Light D B, Capes T L, Gronau R T, Adler M R
Department of Biology, Ripon College, Ripon, Wisconsin 54971, USA.
Am J Physiol. 1999 Sep;277(3):C480-91. doi: 10.1152/ajpcell.1999.277.3.C480.
This study examined whether extracellular ATP stimulates regulatory volume decrease (RVD) in Necturus maculosus (mudpuppy) red blood cells (RBCs). The hemolytic index (a measure of osmotic fragility) decreased with extracellular ATP (50 microM). In contrast, the ATP scavenger hexokinase (2.5 U/ml, 1 mM glucose) increased osmotic fragility. In addition, the ATP-dependent K+ channel antagonist glibenclamide (100 microM) increased the hemolytic index, and this inhibition was reversed with ATP (50 microM). We also measured cell volume recovery in response to hypotonic shock electronically with a Coulter counter. Extracellular ATP (50 microM) enhanced cell volume decrease in a hypotonic (0.5x) Ringer solution. In contrast, hexokinase (2.5 U/ml) and apyrase (an ATP diphosphohydrolase, 2.5 U/ml) inhibited cell volume recovery. The inhibitory effect of hexokinase was reversed with the Ca2+ ionophore A-23187 (1 microM); it also was reversed with the cationophore gramicidin (5 microM in a choline-Ringer solution), indicating that ATP was linked to K+ efflux. In addition, glibenclamide (100 microM) and gadolinium (10 microM) inhibited cell volume decrease, and the effect of these agents was reversed with ATP (50 microM) and A-23187 (1 microM). Using the whole cell patch-clamp technique, we found that ATP (50 microM) stimulated a whole cell current under isosmotic conditions. In addition, apyrase (2.5 U/ml), glibenclamide (100 microM), and gadolinium (10 microM) inhibited whole cell currents that were activated during hypotonic swelling. The inhibitory effect of apyrase was reversed with the nonhydrolyzable analog adenosine 5'-O-(3-thiotriphosphate) (50 microM), and the effect of glibenclamide or gadolinium was reversed with ATP (50 microM). Finally, anionic whole cell currents were activated with hypotonic swelling when ATP was the only significant charge carrier, suggesting that increases in cell volume led to ATP efflux through a conductive pathway. Taken together, these results indicate that extracellular ATP stimulated cell volume decrease via a Ca2+-dependent step that led to K+ efflux.
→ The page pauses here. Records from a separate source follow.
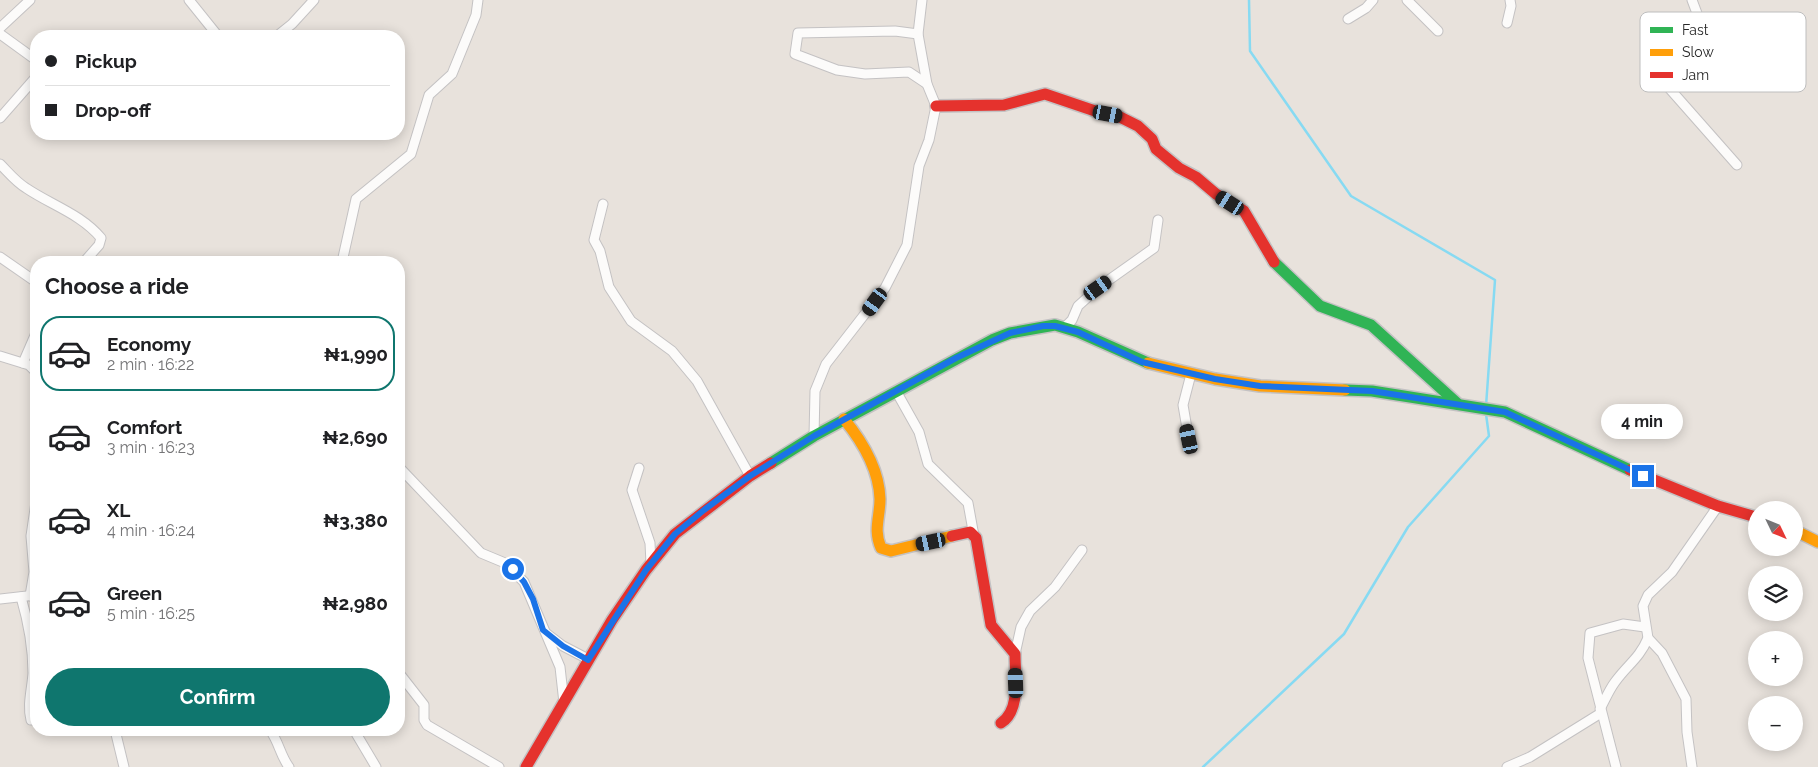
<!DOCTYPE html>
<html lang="en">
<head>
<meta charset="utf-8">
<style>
  body { margin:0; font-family:Raleway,sans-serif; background:#f6f6f6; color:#202124; height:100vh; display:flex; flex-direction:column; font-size:19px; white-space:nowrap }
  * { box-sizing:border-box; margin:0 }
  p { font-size:16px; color:#757577 }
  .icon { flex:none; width:28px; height:28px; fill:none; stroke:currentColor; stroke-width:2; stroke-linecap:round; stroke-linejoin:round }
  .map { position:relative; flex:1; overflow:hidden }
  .panel { position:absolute; left:30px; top:256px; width:375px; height:480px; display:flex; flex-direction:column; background:#fff; border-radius:20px; box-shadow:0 2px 12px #0003 }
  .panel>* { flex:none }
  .banner { position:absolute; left:30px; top:30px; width:375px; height:110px; border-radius:20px; box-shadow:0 2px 12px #0003; display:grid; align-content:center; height:110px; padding:0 15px; background:#fff }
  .needle { width:32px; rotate:133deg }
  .tools { position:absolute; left:1748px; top:501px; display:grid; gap:10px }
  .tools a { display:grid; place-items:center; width:55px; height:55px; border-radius:50%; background:#fff; box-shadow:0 2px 12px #0003; font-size:25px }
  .end { position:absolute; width:22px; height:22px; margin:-11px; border:6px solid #1a73e8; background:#fff; box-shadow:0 0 0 2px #fff }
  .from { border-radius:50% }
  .bubble { position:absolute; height:35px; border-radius:18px; background:#fff; box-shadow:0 2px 12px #0003; font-size:16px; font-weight:700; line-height:35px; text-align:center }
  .car { position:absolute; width:15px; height:30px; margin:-15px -8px; border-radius:6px; box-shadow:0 0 4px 1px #0007; background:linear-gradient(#222 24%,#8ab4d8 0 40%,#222 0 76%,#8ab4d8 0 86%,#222 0) }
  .banner b { display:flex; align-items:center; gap:18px; height:48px; font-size:19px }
  .banner b+b { border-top:1px solid #e0e0e0 }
  .banner i { width:12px; height:12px; background:#202124 }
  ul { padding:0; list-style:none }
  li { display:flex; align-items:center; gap:15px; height:75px; margin:0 10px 8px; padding:0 5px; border:2px solid transparent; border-radius:20px }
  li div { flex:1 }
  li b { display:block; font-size:19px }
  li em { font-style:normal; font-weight:700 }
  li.active { border-color:#0f766e }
  li>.icon { width:45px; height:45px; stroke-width:1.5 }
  h2 { padding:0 15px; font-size:22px; line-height:60px }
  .button { display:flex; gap:10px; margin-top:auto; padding:10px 15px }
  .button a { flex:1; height:58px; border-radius:30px; background:#0f766e; color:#fff; font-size:20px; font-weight:700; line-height:58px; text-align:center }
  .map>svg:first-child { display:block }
</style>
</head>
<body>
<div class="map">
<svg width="1818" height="767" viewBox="0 0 1818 767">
  <rect width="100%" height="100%" fill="#e8e2dc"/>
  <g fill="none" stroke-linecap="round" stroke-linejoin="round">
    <g stroke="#87daf2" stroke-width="2.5">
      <path d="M1249 0 1250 51 1351 196 1495 280 1486 406"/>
      <path d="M1203 767 1344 634 1408 527 1489 436 1486 414"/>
    </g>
    <g stroke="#c4c2c3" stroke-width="11">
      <g id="street">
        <path d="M189 0 218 36"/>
        <path d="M1407 0 1438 31"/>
        <path d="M1692 0 1704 32 1665 68 1662 80 1737 165"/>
        <path d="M1348 19 1366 8 1373 0"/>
        <path d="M1507 23 1511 6 1510 0"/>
        <path d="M0 28 30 0"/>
        <path d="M0 34 36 60"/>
        <path d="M918 34 895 31 798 33 795 54 837 70 865 74 909 72 927 84"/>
        <path d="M277 36 292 24 314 0"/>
        <path d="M0 118 36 77"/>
        <path d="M0 164C8 172 16 182 26 188 51 205 81 214 101 238L99 245 84 262"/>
        <path d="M603 204 594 240 600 251 609 287 631 321 672 351 697 381 750 476"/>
        <path d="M0 257 36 282"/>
        <path d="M342 262 356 199 411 154 429 95 452 74 476 15 478 0"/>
        <path d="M1064 328 1072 320 1078 306 1099 287 1154 248 1158 220"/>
        <path d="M0 356 29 365 36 372"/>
        <path d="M23 363 36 333"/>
        <path d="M896 391 919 432 928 464 968 503 974 536"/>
        <path d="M814 436 815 391 826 364 885 288 907 245 919 166 929 140 936 106 927 84 918 34 922 0"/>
        <path d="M1190 446 1183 405 1191 374"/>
        <path d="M399 467 481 553 505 563 524 582 560 667 564 703"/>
        <path d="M639 468 632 490 650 543 651 564"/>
        <path d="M30 596 34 572 31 536 36 502"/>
        <path d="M21 597C28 621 33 648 33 673 32 689 27 705 31 720H36"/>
        <path d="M0 599 27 596"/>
        <path d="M546 633 563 646 588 659"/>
        <path d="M1015 654 1021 627 1030 611 1055 587 1082 550"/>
        <path d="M399 673 424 705V720L427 725 499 767"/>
        <path d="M1600 709C1605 700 1609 690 1615 682 1628 664 1639 659 1648 638"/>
        <path d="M115 730 124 767"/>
        <path d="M270 730C279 742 280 755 289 767"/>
        <path d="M354 730 376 767"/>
        <path d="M1507 767 1530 757 1601 713"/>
        <path d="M1616 767 1588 658 1590 633 1623 624 1645 627"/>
        <path d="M1692 767 1687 732 1686 699 1662 653 1648 638 1643 606 1648 595 1672 572 1718 506"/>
      </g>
    </g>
    <g stroke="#c4c2c3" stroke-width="14">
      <g id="fast">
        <path d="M1274 262 1320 306 1371 325 1457 403"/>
        <path d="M1345 390 1372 391 1505 412 1630 470"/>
        <path d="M771 463 814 436 992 340 1010 333 1055 325 1078 332 1148 363"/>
      </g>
    </g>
    <g stroke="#c4c2c3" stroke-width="14">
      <g id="slow">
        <path d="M1148 363 1215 379 1260 386 1345 390"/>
        <path d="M844 419C862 441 879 469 880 499 880 517 873 530 881 548L891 551 952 536"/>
        <path d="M1794 530 1818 542"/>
      </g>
    </g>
    <g stroke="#c4c2c3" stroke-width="14">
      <g id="jam">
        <path d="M936 106 1004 105 1045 94 1098 112 1118 116 1138 126 1152 139 1156 149 1179 168 1196 177 1216 194 1244 211 1274 262"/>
        <path d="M1630 470 1718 506 1756 517"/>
        <path d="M952 536 970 532 976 538 991 625 1015 654C1015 676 1021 710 1001 723"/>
        <path d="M526 767 612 620 646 570 675 534 750 476 771 463"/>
      </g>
    </g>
    <use href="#street" stroke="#fcfbfa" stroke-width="9"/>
    <use href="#fast" stroke="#30b455" stroke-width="11"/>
    <use href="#slow" stroke="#ff9f0a" stroke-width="11"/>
    <use href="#jam" stroke="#e5322d" stroke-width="11"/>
  </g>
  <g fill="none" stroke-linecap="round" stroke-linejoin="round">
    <path stroke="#1a73e8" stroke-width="6" d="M513 569 524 582 533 599 543 630 563 646 588 660 646 570 675 534 704 510 750 476 814 436 956 358 1010 333 1043 326H1055L1078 332 1142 362 1215 379 1260 386 1372 391 1505 412 1643 476"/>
  </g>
  <rect x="1640" y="12" width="166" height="80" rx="8" fill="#fff" stroke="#bebebe" stroke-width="1"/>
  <rect x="1650" y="27" width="23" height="6" fill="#30b455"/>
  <rect x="1650" y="49" width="23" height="7" fill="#ff9f0a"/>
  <rect x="1650" y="72" width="23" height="6" fill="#e5322d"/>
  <g font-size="14" fill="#282828">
    <text x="1682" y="35">Fast</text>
    <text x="1682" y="57">Slow</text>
    <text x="1682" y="80">Jam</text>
  </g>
</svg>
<div class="tools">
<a><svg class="needle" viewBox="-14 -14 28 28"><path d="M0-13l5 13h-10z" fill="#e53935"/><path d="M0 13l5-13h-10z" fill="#757577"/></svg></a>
<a><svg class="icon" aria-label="layers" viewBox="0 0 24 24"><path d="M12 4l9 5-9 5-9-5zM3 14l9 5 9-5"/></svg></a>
<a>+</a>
<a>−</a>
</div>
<i class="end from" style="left:513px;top:569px"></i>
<i class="end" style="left:1643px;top:476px"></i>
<div class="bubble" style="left:1601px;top:404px;width:82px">4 min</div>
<i class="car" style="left:1108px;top:114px;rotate:101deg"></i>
<i class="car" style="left:1230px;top:203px;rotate:302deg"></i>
<i class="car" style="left:1098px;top:288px;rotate:55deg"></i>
<i class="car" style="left:875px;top:302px;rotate:216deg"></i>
<i class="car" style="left:1189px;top:439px;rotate:348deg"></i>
<i class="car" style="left:931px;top:542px;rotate:258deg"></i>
<i class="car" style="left:1016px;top:683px;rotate:358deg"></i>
<div class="banner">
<b><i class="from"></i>Pickup</b>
<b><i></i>Drop-off</b>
</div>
<section class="panel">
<h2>Choose a ride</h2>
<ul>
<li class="active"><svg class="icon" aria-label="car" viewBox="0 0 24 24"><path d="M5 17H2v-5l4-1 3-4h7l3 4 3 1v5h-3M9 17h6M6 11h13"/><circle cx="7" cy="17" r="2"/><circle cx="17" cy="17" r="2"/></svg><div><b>Economy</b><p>2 min · 16:22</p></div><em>₦1,990</em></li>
<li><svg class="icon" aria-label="car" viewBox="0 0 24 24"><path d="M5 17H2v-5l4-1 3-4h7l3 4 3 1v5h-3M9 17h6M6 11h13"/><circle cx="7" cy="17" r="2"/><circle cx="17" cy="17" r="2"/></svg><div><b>Comfort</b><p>3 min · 16:23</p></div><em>₦2,690</em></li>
<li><svg class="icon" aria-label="car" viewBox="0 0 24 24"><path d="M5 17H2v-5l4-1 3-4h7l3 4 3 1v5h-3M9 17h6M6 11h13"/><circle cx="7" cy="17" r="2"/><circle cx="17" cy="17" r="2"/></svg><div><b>XL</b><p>4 min · 16:24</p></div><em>₦3,380</em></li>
<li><svg class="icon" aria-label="car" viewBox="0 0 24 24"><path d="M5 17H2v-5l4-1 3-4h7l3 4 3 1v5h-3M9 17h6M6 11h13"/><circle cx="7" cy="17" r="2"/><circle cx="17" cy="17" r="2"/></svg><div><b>Green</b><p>5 min · 16:25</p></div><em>₦2,980</em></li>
</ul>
<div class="button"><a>Confirm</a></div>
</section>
</div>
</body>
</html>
本研究检测了细胞外ATP是否能刺激斑泥螈红细胞的调节性容积减小(RVD)。溶血指数(一种渗透脆性的度量指标)随细胞外ATP(50微摩尔)而降低。相反,ATP清除剂己糖激酶(2.5单位/毫升,1毫摩尔葡萄糖)增加了渗透脆性。此外,ATP依赖性钾通道拮抗剂格列本脲(100微摩尔)增加了溶血指数,而这种抑制作用可被ATP(50微摩尔)逆转。我们还用库尔特计数器以电子方式测量了低渗休克后细胞容积的恢复情况。细胞外ATP(50微摩尔)增强了在低渗(0.5倍)林格氏液中细胞容积的减小。相反,己糖激酶(2.5单位/毫升)和腺苷三磷酸双磷酸酶(一种ATP二磷酸水解酶,2.5单位/毫升)抑制了细胞容积的恢复。己糖激酶的抑制作用可被钙离子载体A - 23187(1微摩尔)逆转;在胆碱 - 林格氏液中,阳离子载体短杆菌肽(5微摩尔)也能逆转这种作用,这表明ATP与钾离子外流有关。此外,格列本脲(100微摩尔)和钆(10微摩尔)抑制了细胞容积的减小,而ATP(50微摩尔)和A - 23187(1微摩尔)可逆转这些药物的作用。使用全细胞膜片钳技术,我们发现ATP(50微摩尔)在等渗条件下刺激了全细胞电流。此外,腺苷三磷酸双磷酸酶(2.5单位/毫升)、格列本脲(100微摩尔)和钆(10微摩尔)抑制了低渗肿胀期间激活的全细胞电流。腺苷三磷酸双磷酸酶的抑制作用可被不可水解的类似物腺苷5'-O-(3-硫代三磷酸)(50微摩尔)逆转,而格列本脲或钆的作用可被ATP(50微摩尔)逆转。最后,当ATP是唯一重要的电荷载体时,低渗肿胀激活了阴离子全细胞电流,这表明细胞容积的增加导致ATP通过一条传导途径外流。综上所述,这些结果表明细胞外ATP通过一个导致钾离子外流的钙离子依赖性步骤刺激了细胞容积减小。